Wonderful reading and story! Thank you! As per the driving yhe car over the cluff, in the words of Luttle Britain, "If you LOVE me, you'll do it!" LOL ❤️😆
Naaah man, thats as far as i,d have gone. l,d have driven her straight to the funny farm 😂😂😂😂
@@davidwhite7294 LOL
I liked it that Pan's mother didn't approve.
This guy is the quintessential fool for love
AAhhhMazing❣️🙏🏻❣️ 42:23
Never trust a Satyr.🌙💀🌠
well said
👌 👏 wow 👌
❤❤❤❤❤
thanks for that 😀
Can you narrate a midsummer eve (St John’s Eve) ghost story?
who wrote that one?
@@ClassicGhost I don’t know it there is one, but if there is I thought you would know! Someone told me it’s supposed to be a spooky time of year, like Halloween.
@@hawthorne1504 I think the eve of any holy day can be, in theory. Ghost stories are told on Christmas Eve, and the story of Dracula kicks off on St. George's Eve.
@@alisonkirkland6132 Interesting
The shears (sword) is a symbol of power. The husbands need for control over the woman (symbolising his own unconscious shadow) is played out, he puts the shears between them, trying to divide himself from his own unconscious shadow, but by denying it and cutting himself off from it, its greater power kills him. ....that's my take anyway.

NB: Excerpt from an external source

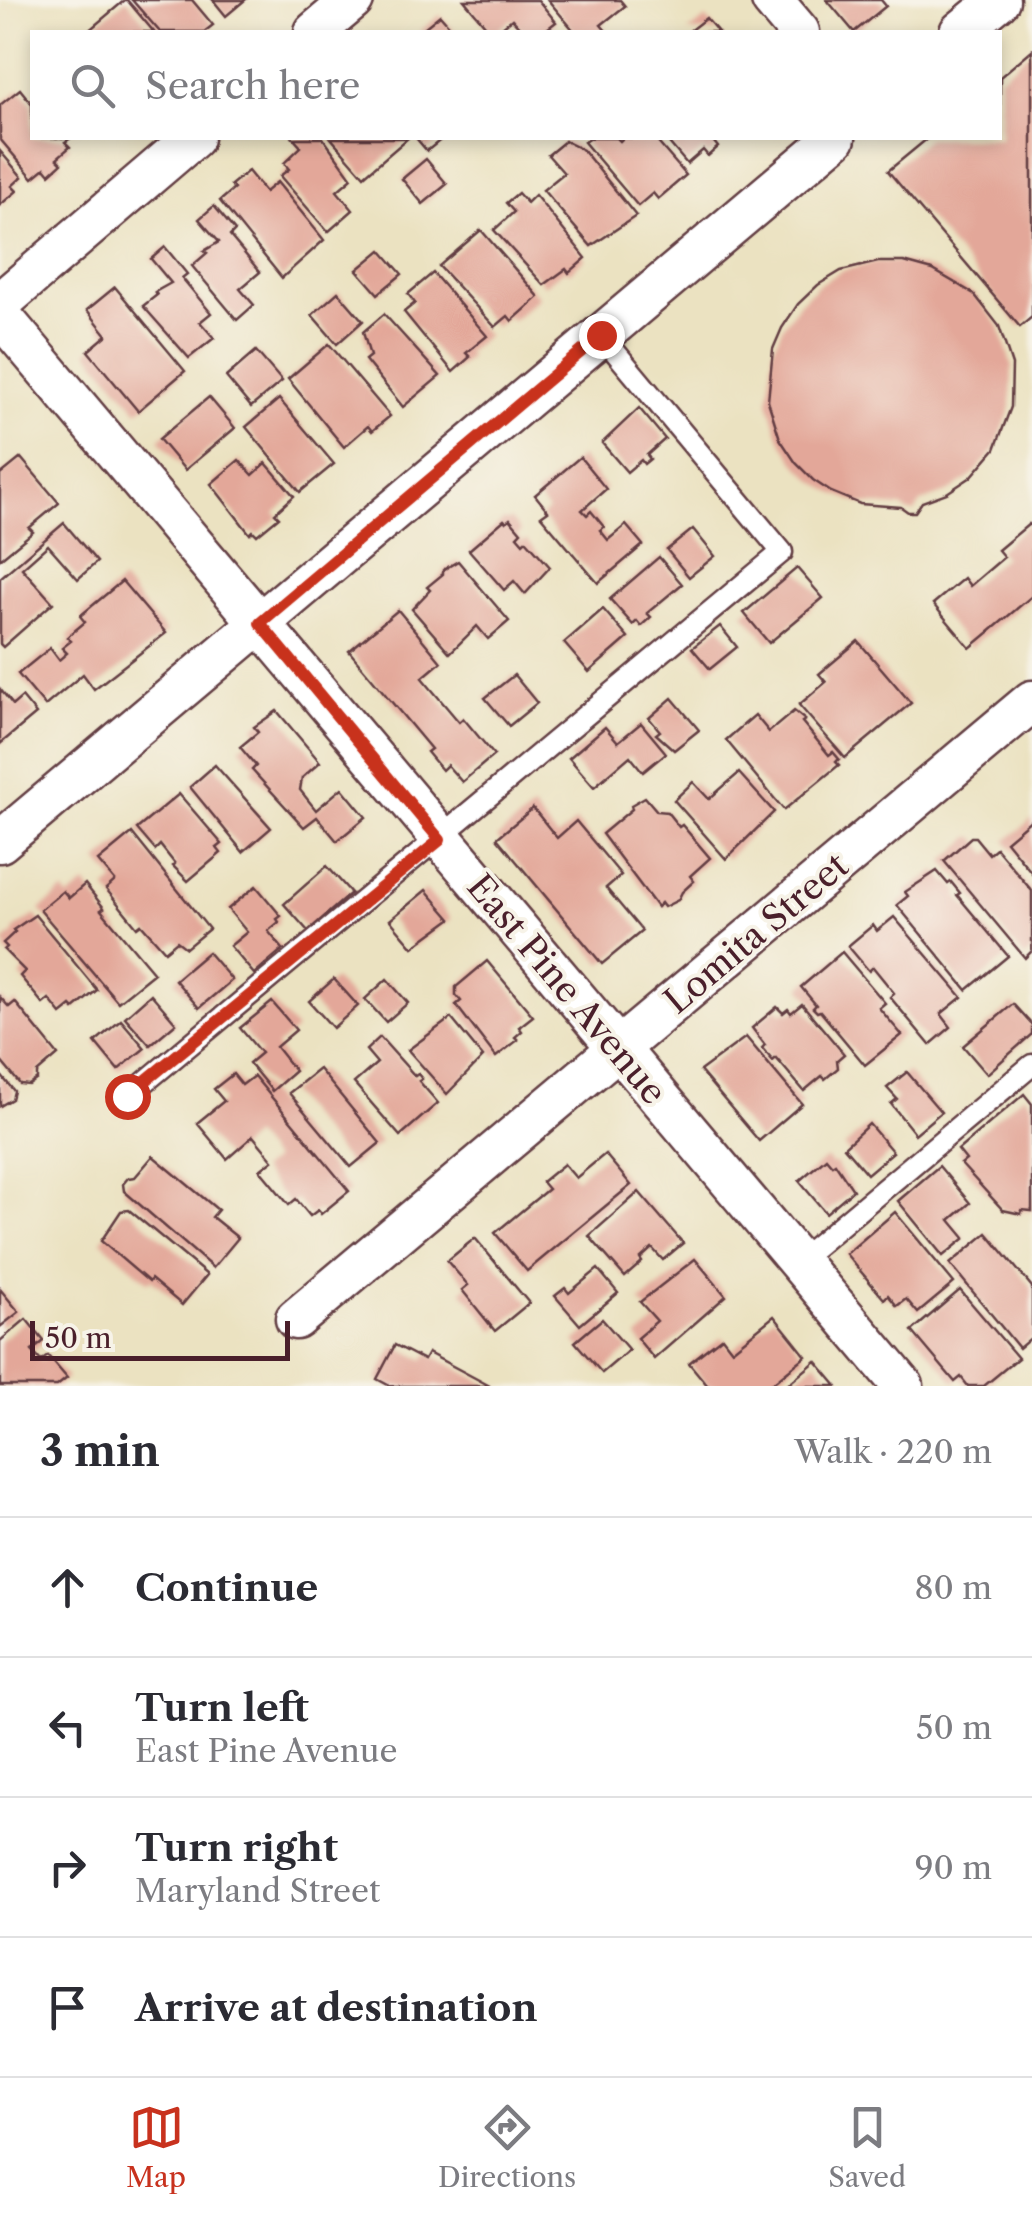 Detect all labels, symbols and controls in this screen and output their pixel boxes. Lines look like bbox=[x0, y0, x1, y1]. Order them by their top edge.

I like this. Keep em coming
Reminds me of some stories by Saki -- The Music on the Hill, Gabriel-Ernest
yes. i see the similarities
der ehemann tut mir nicht leid. er hat sein ende selber herbeigeführt.
eine tolle geschichte, ich habe mit der frau mitgefiebert!

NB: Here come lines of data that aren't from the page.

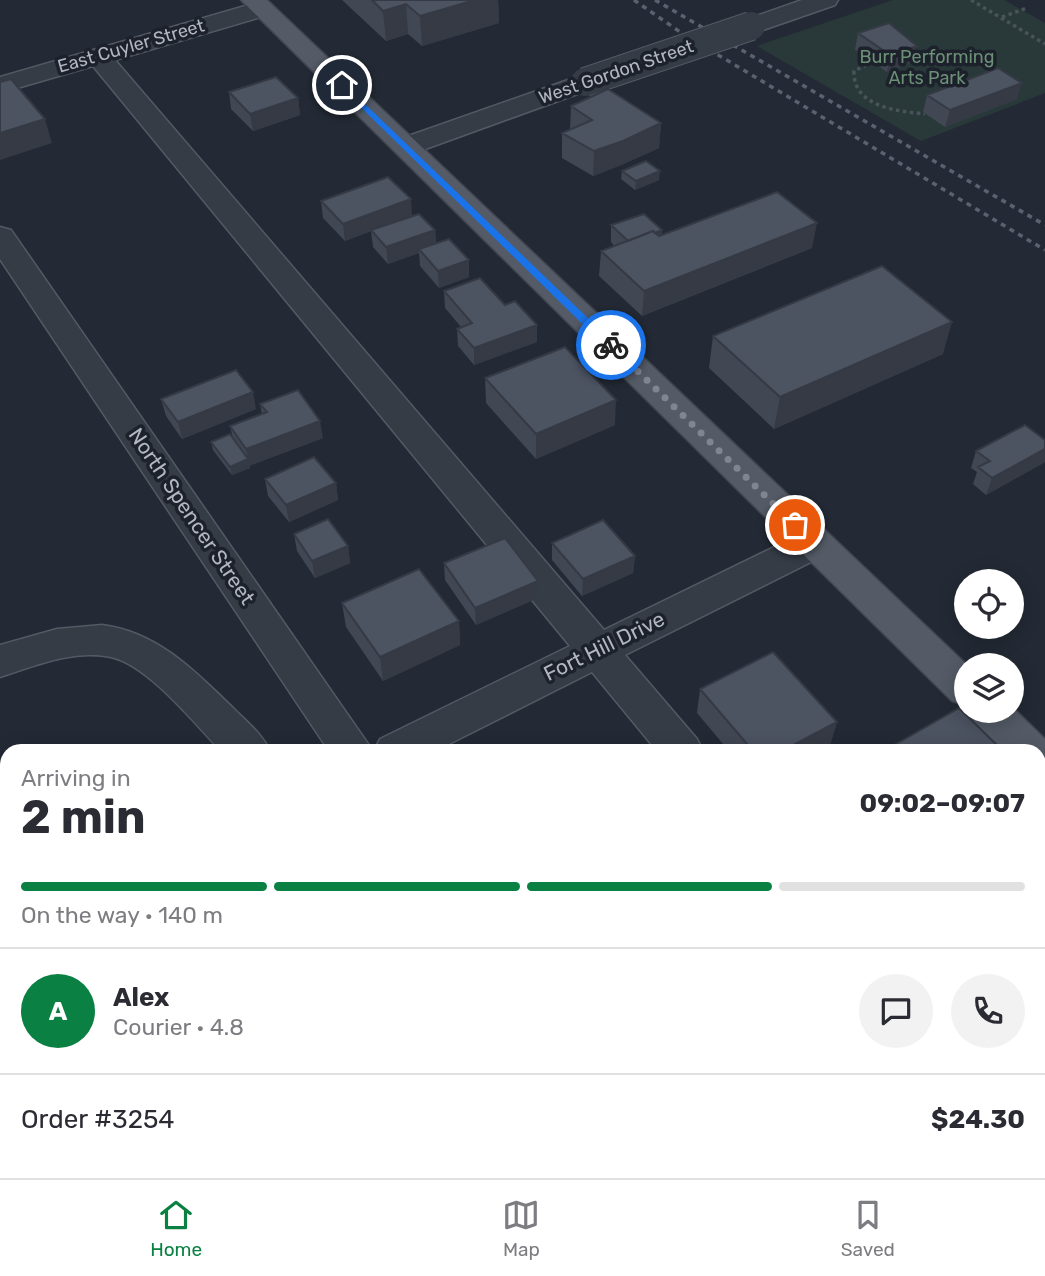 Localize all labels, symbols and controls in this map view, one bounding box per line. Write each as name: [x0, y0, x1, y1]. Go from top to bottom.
street label: East Cuyler Street: [55, 15, 207, 77]
street label: West Gordon Street: [536, 35, 696, 109]
park label: Burr Performing Arts Park: [860, 46, 994, 89]
pin: [312, 55, 372, 115]
icon: home: [323, 66, 361, 104]
courier: [576, 310, 646, 380]
icon: bike: [592, 326, 630, 364]
street label: North Spencer Street: [124, 423, 260, 609]
pin: [765, 495, 825, 555]
icon: bag: [776, 506, 814, 544]
map controls: [954, 569, 1024, 723]
button: locate: [954, 569, 1024, 639]
street label: Fort Hill Drive: [539, 606, 669, 686]
button: layers: [954, 653, 1024, 723]
text: Arriving in: [21, 764, 131, 792]
text: 09:02–09:07: [860, 788, 1025, 819]
text: 2 min: [21, 790, 146, 845]
text: On the way · 140 m: [21, 901, 223, 929]
button: chat: [859, 974, 933, 1048]
button: phone: [951, 974, 1025, 1048]
text: Alex: [113, 982, 169, 1013]
text: A: [49, 996, 67, 1027]
text: Courier · 4.8: [113, 1013, 244, 1041]
text: Order #3254: [21, 1104, 175, 1135]
text: $24.30: [931, 1104, 1025, 1135]
tab: Home: [150, 1196, 202, 1261]
tab: Map: [502, 1196, 540, 1261]
tab: Saved: [841, 1196, 895, 1261]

Yes. She's dangerous. Still, no. 😂😂
Wonderful story, wonderfully read. I've a fondness for the presence of female worshipers in stories of Pan and Bacchus. To me they represent a lost awareness of female freedom and connection to divine power. Lost to male dominated Christianity, no offence, don't go nuts folks. History tells us pagan men were reluctant to lose their female deities having an instinctual understanding that it takes two to make a world. It's extremely significant that THE woman in Christianity is a virgin. Sex is power....over men and vice versa, virginity lacks the essential female power.
In National Velvet, the girl gets to win the Grand National (disguised as a boy) but must, must be robbed of victory and revealed by fainting from the "excitement" and falling from the saddle after clearing every jump. Pulese, and the beat goes on. 😬
I think I hear pages turning and that’s wonderful. Thank you!
yes. it was a paper copy
Tony, my good sir... Is there any way you could give us a teensy teaser in the description letting us know the plot of the story in the video? I love learning about the author but due to memory issues, I'll often get a fair long way into the story before I realize I've heard it already haha
+Jenny Lane i think there is. i the last i’ve done that but i’ve got out of the way of it recently.